◆ Task prompt
If a line of the listing contains the string "lines", return that line.

◆ Available data
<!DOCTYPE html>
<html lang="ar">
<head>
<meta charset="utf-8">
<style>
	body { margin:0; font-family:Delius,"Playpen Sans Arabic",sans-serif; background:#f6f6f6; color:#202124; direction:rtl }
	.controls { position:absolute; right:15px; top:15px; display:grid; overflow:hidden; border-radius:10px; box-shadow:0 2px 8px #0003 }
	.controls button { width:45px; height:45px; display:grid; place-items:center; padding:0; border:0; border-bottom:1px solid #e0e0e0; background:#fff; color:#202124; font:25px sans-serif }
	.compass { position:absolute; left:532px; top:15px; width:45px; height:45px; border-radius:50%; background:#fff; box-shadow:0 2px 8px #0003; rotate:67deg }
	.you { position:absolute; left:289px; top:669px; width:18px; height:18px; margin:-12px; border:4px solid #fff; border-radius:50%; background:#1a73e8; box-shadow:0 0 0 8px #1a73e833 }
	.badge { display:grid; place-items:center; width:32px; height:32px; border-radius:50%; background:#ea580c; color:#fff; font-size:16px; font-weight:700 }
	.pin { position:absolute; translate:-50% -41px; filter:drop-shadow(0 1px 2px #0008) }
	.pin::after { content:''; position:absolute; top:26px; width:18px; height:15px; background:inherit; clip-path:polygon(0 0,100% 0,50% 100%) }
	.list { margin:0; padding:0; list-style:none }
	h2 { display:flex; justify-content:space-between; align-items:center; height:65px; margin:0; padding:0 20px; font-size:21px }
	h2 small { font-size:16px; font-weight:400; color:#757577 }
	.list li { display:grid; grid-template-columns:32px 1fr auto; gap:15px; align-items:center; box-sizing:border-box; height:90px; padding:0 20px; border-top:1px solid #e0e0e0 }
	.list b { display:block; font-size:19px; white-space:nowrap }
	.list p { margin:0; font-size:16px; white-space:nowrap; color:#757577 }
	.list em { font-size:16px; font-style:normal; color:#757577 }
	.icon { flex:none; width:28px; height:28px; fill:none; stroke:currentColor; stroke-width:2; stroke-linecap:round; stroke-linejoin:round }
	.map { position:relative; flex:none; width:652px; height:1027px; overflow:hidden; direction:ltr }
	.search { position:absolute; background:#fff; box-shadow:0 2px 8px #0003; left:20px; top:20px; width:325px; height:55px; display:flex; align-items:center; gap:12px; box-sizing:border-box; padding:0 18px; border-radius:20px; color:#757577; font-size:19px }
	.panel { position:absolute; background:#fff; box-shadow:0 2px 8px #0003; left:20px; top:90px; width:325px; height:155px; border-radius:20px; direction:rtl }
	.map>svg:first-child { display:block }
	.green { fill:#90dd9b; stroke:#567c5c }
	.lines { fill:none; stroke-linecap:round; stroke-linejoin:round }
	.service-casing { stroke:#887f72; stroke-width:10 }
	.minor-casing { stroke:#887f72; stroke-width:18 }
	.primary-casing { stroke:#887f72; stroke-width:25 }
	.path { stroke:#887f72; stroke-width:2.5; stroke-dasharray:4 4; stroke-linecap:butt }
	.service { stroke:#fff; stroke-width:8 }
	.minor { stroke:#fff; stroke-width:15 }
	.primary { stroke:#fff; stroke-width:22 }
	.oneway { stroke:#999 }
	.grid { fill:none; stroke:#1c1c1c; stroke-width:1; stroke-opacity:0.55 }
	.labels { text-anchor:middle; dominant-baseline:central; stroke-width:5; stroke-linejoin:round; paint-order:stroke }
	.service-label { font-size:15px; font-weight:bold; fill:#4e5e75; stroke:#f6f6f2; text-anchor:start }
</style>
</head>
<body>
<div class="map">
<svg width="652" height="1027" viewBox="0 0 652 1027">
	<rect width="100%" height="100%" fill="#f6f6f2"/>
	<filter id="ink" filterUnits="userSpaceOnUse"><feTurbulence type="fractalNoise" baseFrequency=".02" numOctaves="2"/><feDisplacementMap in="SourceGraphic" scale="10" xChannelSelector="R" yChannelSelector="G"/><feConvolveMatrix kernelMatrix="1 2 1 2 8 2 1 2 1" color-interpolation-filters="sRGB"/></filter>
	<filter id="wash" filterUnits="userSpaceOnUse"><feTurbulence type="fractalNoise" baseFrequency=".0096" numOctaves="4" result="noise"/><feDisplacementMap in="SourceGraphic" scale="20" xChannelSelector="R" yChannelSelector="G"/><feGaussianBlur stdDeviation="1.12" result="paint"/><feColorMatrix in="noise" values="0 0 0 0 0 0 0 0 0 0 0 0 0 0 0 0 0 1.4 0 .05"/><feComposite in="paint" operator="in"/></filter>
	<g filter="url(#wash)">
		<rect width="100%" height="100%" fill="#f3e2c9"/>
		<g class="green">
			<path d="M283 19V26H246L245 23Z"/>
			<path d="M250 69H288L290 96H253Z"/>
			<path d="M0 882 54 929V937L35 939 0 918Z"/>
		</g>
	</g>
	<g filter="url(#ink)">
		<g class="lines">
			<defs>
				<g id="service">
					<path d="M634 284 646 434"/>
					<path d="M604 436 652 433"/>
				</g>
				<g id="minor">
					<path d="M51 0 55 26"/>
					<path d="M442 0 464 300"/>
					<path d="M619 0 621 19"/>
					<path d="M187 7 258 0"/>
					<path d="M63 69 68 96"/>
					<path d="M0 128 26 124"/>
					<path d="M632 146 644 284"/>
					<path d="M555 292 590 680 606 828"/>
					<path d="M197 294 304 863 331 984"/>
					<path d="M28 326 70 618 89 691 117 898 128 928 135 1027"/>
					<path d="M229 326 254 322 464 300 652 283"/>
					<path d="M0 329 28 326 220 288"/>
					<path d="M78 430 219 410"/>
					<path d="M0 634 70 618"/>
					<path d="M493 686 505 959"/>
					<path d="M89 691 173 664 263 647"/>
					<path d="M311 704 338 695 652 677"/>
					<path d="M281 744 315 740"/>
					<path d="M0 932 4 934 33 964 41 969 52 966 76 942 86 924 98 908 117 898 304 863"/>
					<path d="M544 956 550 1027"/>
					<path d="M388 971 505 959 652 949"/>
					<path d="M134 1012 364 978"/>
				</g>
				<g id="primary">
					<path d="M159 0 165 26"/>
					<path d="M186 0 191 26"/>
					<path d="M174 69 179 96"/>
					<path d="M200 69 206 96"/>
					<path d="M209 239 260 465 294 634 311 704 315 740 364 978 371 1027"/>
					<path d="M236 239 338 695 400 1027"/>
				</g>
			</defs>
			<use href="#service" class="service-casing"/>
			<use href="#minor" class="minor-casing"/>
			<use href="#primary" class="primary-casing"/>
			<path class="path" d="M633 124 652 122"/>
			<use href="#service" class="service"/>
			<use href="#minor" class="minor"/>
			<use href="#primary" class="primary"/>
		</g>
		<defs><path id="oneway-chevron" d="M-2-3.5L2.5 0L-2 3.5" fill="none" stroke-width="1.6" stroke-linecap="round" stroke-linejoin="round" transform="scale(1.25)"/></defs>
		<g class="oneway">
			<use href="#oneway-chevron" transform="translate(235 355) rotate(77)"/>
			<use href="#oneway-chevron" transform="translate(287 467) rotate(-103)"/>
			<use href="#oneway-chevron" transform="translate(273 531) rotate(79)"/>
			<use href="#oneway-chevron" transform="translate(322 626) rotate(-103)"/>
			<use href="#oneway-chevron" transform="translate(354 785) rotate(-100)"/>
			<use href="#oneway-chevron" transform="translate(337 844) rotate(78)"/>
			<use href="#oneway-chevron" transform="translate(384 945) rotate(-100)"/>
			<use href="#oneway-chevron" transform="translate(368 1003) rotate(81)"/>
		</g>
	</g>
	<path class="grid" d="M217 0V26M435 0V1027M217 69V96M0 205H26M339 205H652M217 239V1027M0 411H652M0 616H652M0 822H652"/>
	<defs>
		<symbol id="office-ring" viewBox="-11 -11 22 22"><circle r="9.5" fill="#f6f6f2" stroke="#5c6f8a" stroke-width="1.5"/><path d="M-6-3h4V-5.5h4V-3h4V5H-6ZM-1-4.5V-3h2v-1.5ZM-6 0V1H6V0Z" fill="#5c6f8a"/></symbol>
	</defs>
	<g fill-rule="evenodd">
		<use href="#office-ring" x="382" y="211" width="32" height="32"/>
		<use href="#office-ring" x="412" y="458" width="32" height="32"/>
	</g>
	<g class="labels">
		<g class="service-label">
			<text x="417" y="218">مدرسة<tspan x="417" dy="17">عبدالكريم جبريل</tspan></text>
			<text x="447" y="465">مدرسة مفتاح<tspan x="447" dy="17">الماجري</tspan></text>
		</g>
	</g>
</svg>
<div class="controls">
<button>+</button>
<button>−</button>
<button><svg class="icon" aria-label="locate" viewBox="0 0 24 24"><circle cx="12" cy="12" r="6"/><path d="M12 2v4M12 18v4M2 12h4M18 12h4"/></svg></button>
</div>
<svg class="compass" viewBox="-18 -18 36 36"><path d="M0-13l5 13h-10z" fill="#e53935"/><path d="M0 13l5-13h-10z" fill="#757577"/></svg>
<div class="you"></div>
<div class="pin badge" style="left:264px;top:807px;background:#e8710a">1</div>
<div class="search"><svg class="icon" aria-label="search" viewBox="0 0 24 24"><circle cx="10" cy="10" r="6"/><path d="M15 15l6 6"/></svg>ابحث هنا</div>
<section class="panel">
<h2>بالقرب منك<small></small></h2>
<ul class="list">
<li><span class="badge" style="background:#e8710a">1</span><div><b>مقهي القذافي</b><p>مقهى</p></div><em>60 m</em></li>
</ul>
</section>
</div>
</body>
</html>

◆ Answer below
	.lines { fill:none; stroke-linecap:round; stroke-linejoin:round }
		<g class="lines">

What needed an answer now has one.